_Data for processing_:
+++

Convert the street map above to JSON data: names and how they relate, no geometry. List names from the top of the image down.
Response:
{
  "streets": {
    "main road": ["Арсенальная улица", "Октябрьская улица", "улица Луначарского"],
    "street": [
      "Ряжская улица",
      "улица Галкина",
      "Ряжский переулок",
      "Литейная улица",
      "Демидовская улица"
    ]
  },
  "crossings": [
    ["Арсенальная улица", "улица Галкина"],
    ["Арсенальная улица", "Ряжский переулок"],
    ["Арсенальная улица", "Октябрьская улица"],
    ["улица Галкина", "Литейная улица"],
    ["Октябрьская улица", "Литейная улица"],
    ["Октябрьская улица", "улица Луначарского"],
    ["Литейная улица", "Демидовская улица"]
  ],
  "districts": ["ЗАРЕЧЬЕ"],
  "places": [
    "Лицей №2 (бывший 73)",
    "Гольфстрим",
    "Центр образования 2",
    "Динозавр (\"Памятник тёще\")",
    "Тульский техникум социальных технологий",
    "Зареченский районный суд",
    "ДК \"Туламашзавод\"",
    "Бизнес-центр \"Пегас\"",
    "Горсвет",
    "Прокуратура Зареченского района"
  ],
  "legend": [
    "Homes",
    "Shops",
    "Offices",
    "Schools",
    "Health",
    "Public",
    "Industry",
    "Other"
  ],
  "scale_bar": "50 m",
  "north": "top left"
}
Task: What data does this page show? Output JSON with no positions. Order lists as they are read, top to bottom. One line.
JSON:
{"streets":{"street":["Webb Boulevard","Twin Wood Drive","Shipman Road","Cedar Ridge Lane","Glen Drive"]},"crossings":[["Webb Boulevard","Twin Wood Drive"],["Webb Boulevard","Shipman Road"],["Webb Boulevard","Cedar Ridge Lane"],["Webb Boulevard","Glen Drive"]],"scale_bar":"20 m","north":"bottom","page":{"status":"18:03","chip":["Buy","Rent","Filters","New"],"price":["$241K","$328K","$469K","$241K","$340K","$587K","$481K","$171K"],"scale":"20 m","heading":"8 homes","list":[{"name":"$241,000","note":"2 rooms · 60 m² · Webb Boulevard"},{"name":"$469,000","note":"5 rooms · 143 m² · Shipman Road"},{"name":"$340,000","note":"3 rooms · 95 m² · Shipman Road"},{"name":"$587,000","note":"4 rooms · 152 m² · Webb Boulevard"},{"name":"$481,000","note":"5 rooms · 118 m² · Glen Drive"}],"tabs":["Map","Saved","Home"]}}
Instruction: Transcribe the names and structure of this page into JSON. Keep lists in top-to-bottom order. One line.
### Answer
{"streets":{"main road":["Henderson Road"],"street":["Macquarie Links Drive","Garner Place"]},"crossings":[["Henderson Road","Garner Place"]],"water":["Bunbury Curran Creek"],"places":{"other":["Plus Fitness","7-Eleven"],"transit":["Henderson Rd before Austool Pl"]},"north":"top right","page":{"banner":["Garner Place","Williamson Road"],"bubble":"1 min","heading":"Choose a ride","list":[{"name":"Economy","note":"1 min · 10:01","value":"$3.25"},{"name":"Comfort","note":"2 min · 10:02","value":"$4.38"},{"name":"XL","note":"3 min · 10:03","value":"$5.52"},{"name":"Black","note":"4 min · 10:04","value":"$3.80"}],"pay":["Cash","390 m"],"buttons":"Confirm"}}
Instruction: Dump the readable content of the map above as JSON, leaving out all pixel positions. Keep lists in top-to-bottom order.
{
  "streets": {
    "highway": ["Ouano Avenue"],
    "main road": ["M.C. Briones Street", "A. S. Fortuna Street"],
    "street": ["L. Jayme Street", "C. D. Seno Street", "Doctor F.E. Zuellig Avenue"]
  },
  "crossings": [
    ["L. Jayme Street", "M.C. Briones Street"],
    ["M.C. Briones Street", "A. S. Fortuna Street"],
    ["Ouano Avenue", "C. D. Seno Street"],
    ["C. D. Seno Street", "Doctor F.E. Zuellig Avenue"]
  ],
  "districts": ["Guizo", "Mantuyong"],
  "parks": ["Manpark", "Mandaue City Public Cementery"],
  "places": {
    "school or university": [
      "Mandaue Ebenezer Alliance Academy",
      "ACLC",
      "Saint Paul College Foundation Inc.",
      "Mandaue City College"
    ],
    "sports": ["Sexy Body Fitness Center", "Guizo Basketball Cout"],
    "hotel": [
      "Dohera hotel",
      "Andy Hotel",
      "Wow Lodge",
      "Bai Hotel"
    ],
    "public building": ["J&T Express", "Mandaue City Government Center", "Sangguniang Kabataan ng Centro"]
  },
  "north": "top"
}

+++

_What you have to do_:
Print out every record, character for character.

_Response_:
Convert the street map above to JSON data: names and how they relate, no geometry. List names from the top of the image down.
Response:
{
  "streets": {
    "main road": ["Арсенальная улица", "Октябрьская улица", "улица Луначарского"],
    "street": [
      "Ряжская улица",
      "улица Галкина",
      "Ряжский переулок",
      "Литейная улица",
      "Демидовская улица"
    ]
  },
  "crossings": [
    ["Арсенальная улица", "улица Галкина"],
    ["Арсенальная улица", "Ряжский переулок"],
    ["Арсенальная улица", "Октябрьская улица"],
    ["улица Галкина", "Литейная улица"],
    ["Октябрьская улица", "Литейная улица"],
    ["Октябрьская улица", "улица Луначарского"],
    ["Литейная улица", "Демидовская улица"]
  ],
  "districts": ["ЗАРЕЧЬЕ"],
  "places": [
    "Лицей №2 (бывший 73)",
    "Гольфстрим",
    "Центр образования 2",
    "Динозавр (\"Памятник тёще\")",
    "Тульский техникум социальных технологий",
    "Зареченский районный суд",
    "ДК \"Туламашзавод\"",
    "Бизнес-центр \"Пегас\"",
    "Горсвет",
    "Прокуратура Зареченского района"
  ],
  "legend": [
    "Homes",
    "Shops",
    "Offices",
    "Schools",
    "Health",
    "Public",
    "Industry",
    "Other"
  ],
  "scale_bar": "50 m",
  "north": "top left"
}
Task: What data does this page show? Output JSON with no positions. Order lists as they are read, top to bottom. One line.
JSON:
{"streets":{"street":["Webb Boulevard","Twin Wood Drive","Shipman Road","Cedar Ridge Lane","Glen Drive"]},"crossings":[["Webb Boulevard","Twin Wood Drive"],["Webb Boulevard","Shipman Road"],["Webb Boulevard","Cedar Ridge Lane"],["Webb Boulevard","Glen Drive"]],"scale_bar":"20 m","north":"bottom","page":{"status":"18:03","chip":["Buy","Rent","Filters","New"],"price":["$241K","$328K","$469K","$241K","$340K","$587K","$481K","$171K"],"scale":"20 m","heading":"8 homes","list":[{"name":"$241,000","note":"2 rooms · 60 m² · Webb Boulevard"},{"name":"$469,000","note":"5 rooms · 143 m² · Shipman Road"},{"name":"$340,000","note":"3 rooms · 95 m² · Shipman Road"},{"name":"$587,000","note":"4 rooms · 152 m² · Webb Boulevard"},{"name":"$481,000","note":"5 rooms · 118 m² · Glen Drive"}],"tabs":["Map","Saved","Home"]}}
Instruction: Transcribe the names and structure of this page into JSON. Keep lists in top-to-bottom order. One line.
### Answer
{"streets":{"main road":["Henderson Road"],"street":["Macquarie Links Drive","Garner Place"]},"crossings":[["Henderson Road","Garner Place"]],"water":["Bunbury Curran Creek"],"places":{"other":["Plus Fitness","7-Eleven"],"transit":["Henderson Rd before Austool Pl"]},"north":"top right","page":{"banner":["Garner Place","Williamson Road"],"bubble":"1 min","heading":"Choose a ride","list":[{"name":"Economy","note":"1 min · 10:01","value":"$3.25"},{"name":"Comfort","note":"2 min · 10:02","value":"$4.38"},{"name":"XL","note":"3 min · 10:03","value":"$5.52"},{"name":"Black","note":"4 min · 10:04","value":"$3.80"}],"pay":["Cash","390 m"],"buttons":"Confirm"}}
Instruction: Dump the readable content of the map above as JSON, leaving out all pixel positions. Keep lists in top-to-bottom order.
{
  "streets": {
    "highway": ["Ouano Avenue"],
    "main road": ["M.C. Briones Street", "A. S. Fortuna Street"],
    "street": ["L. Jayme Street", "C. D. Seno Street", "Doctor F.E. Zuellig Avenue"]
  },
  "crossings": [
    ["L. Jayme Street", "M.C. Briones Street"],
    ["M.C. Briones Street", "A. S. Fortuna Street"],
    ["Ouano Avenue", "C. D. Seno Street"],
    ["C. D. Seno Street", "Doctor F.E. Zuellig Avenue"]
  ],
  "districts": ["Guizo", "Mantuyong"],
  "parks": ["Manpark", "Mandaue City Public Cementery"],
  "places": {
    "school or university": [
      "Mandaue Ebenezer Alliance Academy",
      "ACLC",
      "Saint Paul College Foundation Inc.",
      "Mandaue City College"
    ],
    "sports": ["Sexy Body Fitness Center", "Guizo Basketball Cout"],
    "hotel": [
      "Dohera hotel",
      "Andy Hotel",
      "Wow Lodge",
      "Bai Hotel"
    ],
    "public building": ["J&T Express", "Mandaue City Government Center", "Sangguniang Kabataan ng Centro"]
  },
  "north": "top"
}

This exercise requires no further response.